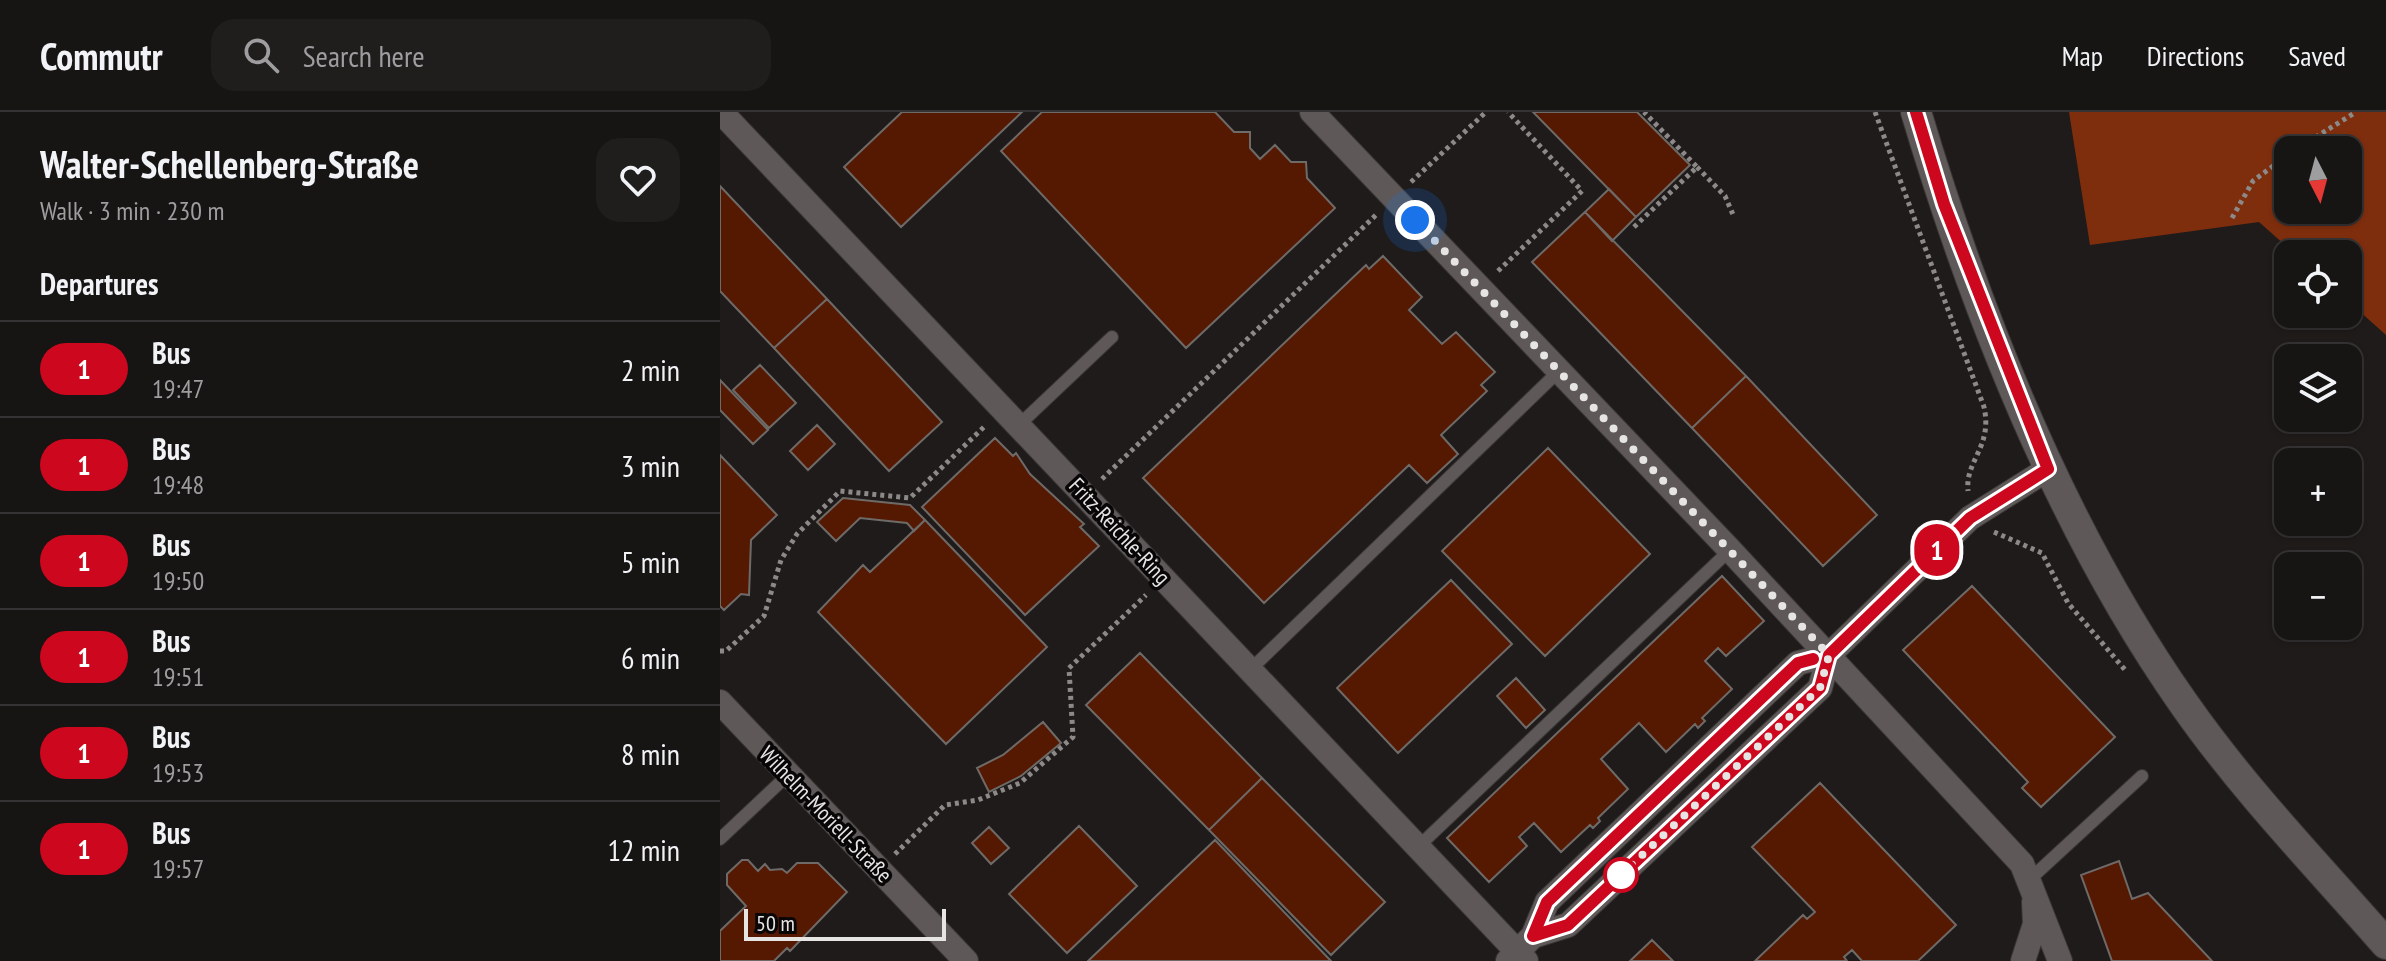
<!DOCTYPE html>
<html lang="en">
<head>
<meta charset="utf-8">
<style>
	:root { --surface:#171414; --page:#201d1d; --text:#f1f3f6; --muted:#9e9ea0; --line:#363334 }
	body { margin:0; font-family:"PT Sans Narrow",sans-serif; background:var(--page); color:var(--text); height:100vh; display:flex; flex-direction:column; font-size:30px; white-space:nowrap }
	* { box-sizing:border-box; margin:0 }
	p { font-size:26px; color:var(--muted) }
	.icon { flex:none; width:44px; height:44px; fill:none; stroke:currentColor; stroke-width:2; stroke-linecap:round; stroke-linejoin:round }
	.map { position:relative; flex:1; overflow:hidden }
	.side { display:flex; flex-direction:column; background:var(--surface); width:720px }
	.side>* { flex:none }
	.badge { padding:0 16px; border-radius:26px; font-size:28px; line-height:52px }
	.needle { width:52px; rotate:174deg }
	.tools { position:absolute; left:1554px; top:24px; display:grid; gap:16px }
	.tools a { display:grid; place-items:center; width:88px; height:88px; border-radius:16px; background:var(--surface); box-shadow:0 2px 6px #0004,0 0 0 2px var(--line); font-size:40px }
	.scale { position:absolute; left:24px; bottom:20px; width:202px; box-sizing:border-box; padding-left:8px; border:4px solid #e7e5e4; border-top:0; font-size:22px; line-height:28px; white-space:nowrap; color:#e7e5e4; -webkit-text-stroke:6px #080606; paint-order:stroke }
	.you { position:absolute; width:40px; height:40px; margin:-20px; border:6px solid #fff; border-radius:50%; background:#1a73e8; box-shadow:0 0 0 12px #1a73e833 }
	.map>.badge { position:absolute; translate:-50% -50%; box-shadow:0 0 0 4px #fff }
	h2 { padding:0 40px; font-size:30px; line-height:72px }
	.round { display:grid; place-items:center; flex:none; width:84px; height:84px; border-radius:24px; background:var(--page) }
	.overview { display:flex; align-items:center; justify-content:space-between; height:136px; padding:0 40px }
	h1 { font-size:38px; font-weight:600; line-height:60px }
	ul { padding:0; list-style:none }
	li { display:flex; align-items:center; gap:24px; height:96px; padding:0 40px; border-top:2px solid var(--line) }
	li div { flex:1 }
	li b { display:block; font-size:30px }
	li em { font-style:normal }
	li .badge { min-width:88px; font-weight:700; text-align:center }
	header { display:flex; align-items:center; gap:48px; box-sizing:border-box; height:112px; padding:0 40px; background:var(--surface); border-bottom:2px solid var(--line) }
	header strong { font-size:38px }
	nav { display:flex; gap:44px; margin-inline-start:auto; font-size:28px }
	.search { width:560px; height:72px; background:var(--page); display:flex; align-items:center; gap:20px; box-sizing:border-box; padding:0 28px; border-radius:24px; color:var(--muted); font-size:30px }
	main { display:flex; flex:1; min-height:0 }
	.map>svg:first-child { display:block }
</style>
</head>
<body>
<header>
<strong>Commutr</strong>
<div class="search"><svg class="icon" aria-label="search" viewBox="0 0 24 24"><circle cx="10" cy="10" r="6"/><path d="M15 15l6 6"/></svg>Search here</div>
<nav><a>Map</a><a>Directions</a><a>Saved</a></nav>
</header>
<main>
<section class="side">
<div class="overview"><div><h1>Walter-Schellenberg-Straße</h1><p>Walk · 3 min · 230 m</p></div><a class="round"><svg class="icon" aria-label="heart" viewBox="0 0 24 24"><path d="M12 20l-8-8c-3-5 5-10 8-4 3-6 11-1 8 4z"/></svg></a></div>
<h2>Departures</h2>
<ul>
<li><span class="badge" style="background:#cd071e;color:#fff">1</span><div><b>Bus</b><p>19:47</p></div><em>2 min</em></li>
<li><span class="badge" style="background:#cd071e;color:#fff">1</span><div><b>Bus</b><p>19:48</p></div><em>3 min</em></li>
<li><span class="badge" style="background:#cd071e;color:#fff">1</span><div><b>Bus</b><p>19:50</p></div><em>5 min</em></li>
<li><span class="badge" style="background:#cd071e;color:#fff">1</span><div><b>Bus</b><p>19:51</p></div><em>6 min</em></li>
<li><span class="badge" style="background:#cd071e;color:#fff">1</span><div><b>Bus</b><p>19:53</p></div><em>8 min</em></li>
<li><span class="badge" style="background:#cd071e;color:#fff">1</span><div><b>Bus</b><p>19:57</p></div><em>12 min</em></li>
</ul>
</section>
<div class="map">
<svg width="1666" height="849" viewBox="0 0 1666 849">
	<rect width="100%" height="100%" fill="#1f1b1a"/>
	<!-- forest -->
	<path fill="#7f2e0d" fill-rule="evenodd" d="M1349,0H1666V223L1628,189V142H1575L1539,110L1370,133ZM1568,38H1628V98H1568Z"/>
	<!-- building -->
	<path fill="#551800" stroke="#6e6a68" stroke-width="2" d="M182,0H302L181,115L124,55Z
		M322,0H495L514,20H530V36L540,47L555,33L571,50H586L587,66L615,96L466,236L281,39Z
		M813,0H917L970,53L916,105Z
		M0,74L107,187L54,236L0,179Z
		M889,77L916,105L892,129L865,100Z
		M865,100L1026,264L972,316L812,150Z
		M663,144L702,185L689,198L722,232L736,220L775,260L761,273L767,279L721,323L738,342L707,371L689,353L544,491L423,366L646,153L649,157Z
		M107,187L222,310L169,359L54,236Z
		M40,253L76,291L49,316L13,278Z
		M1026,264L1157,403L1103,454L972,316Z
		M0,268L48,318L33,332L0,298Z
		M97,313L115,332L88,358L70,339Z
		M275,326L293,344L296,341L310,362L364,412L360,415L379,434L305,503L202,395Z
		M828,336L930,442L825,544L722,439Z
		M0,343L57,403L31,428L29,483L21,482L4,498L0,494Z
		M123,386L190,393L205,408L194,419L187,411L140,406L116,429L97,410Z
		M205,408L327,535L226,632L98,500L143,453L150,460Z
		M1002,464L1044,509L1006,544L998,536L985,549L1012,577L982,606L985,609L978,616L975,612L946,640L919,611L881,647L908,677L878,706L880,709L873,716L870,713L841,740L814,711L799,725L807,734L769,770L727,726Z
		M731,468L792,532L678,641L617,576Z
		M1252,474L1395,625L1321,695L1302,676L1308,670L1183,538Z
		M420,541L542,666L489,718L366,593Z
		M796,566L825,598L806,616L777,584Z
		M323,610L341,631L301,664L269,680L257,656L283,643Z
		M542,666L665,790L611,843L489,718Z
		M1100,671L1236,813L1198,849H1142L1132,838L1124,845L1127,849H1035L1083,803L1087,807L1095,800L1032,735Z
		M359,714L417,774L347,841L289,782Z
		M269,715L289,736L271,752L252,731Z
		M495,728L611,849H368Z
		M22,748H28L38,759L45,752L50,758L62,757L67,761L77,751H98L127,780L70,839L67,836L54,849H0V819L26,794L7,773V762Z
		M1399,749L1412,787L1428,781L1492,849H1392L1361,763Z
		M932,828L953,849H910Z"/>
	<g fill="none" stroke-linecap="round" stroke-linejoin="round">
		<defs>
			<path id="service" d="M299,313L392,225
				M531,557L839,259
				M0,727L69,662
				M699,734L1010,438
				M1309,768L1422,664"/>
			<path id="minor" d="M1,0L806,849
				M592,0L1010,438L1302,752L1340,849
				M0,590L246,849
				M813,824L848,813L1100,576L1109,543
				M788,849L813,824L827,790L1078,551L1109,543L1250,406L1328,357
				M1303,849L1315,812L1314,790"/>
			<path id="tertiary" d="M1196,0C1257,204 1341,417 1464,592C1524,678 1597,753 1666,832"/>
		</defs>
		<!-- service casing -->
		<use href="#service" stroke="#3a3736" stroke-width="14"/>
		<!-- minor casing -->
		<use href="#minor" stroke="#3a3736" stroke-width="26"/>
		<!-- tertiary casing -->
		<use href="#tertiary" stroke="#3a3736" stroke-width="32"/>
		<!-- path -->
		<path stroke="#8c8a89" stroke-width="5" stroke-dasharray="4 4" stroke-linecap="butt" d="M1155,0L1264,295C1273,335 1245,348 1248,379
			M1575,38L1636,0
			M977,55L1005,84L1014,105
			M691,70L766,0
			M1512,106L1533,69L1568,43
			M914,115L977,55L924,0
			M778,159L862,79L788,0
			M382,367L657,102
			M1274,420L1322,441L1348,491L1406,559
			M0,539H6L44,504L61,448L77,422L120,379L190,386L265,314
			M175,742L225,693L258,688L300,671L353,625L349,556L426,483"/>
		<!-- service -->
		<use href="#service" stroke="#5e5958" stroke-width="12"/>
		<!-- minor -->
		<use href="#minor" stroke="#5e5958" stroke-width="24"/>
		<!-- tertiary -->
		<use href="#tertiary" stroke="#5e5958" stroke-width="30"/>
	</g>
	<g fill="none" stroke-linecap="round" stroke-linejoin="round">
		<defs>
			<path id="line" d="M1093,547L1078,551L827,790L813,824L848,813L1100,576L1109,543L1250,406L1328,357L1224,92L1196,0"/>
		</defs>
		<!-- line casing -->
		<use href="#line" stroke="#fff" stroke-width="18"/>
		<!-- line -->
		<use href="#line" stroke="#cd071e" stroke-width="12"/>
		<!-- walk -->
		<path stroke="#e7e5e4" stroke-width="8" stroke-dasharray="0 14.4" d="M695,108L1109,543L1100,576L901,763"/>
	</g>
	<!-- markers -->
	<circle fill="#fff" stroke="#cd071e" stroke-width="4" cx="901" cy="763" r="16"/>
	<g text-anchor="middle" stroke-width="7" stroke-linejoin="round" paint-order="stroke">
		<!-- street labels -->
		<g font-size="22" fill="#e7e5e4" stroke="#080606">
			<text transform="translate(400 419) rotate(47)" y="8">Fritz-Reichle-Ring</text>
			<text transform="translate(106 702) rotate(46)" y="8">Wilhelm-Moriell-Straße</text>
		</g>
	</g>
</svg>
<div class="tools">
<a><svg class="needle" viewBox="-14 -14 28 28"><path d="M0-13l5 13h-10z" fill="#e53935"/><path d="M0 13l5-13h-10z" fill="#9e9ea0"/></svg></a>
<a><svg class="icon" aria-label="locate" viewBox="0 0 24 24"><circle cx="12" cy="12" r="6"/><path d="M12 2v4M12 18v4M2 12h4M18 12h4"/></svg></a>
<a><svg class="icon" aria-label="layers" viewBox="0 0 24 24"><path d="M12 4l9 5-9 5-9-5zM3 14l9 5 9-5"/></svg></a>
<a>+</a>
<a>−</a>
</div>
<div class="scale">50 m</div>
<div class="you" style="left:695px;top:108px"></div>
<b class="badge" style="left:1217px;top:438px;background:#cd071e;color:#fff">1</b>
</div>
</main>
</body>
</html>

-----

▶ [About this exercise] Please reproduce the lines from the line with "padding:0 16px; border-radius:26px;" to the line with "display:grid; place-items:center; width:88px;", both ends included, exactly as they appear above.

▶ [Written response]
	.badge { padding:0 16px; border-radius:26px; font-size:28px; line-height:52px }
	.needle { width:52px; rotate:174deg }
	.tools { position:absolute; left:1554px; top:24px; display:grid; gap:16px }
	.tools a { display:grid; place-items:center; width:88px; height:88px; border-radius:16px; background:var(--surface); box-shadow:0 2px 6px #0004,0 0 0 2px var(--line); font-size:40px }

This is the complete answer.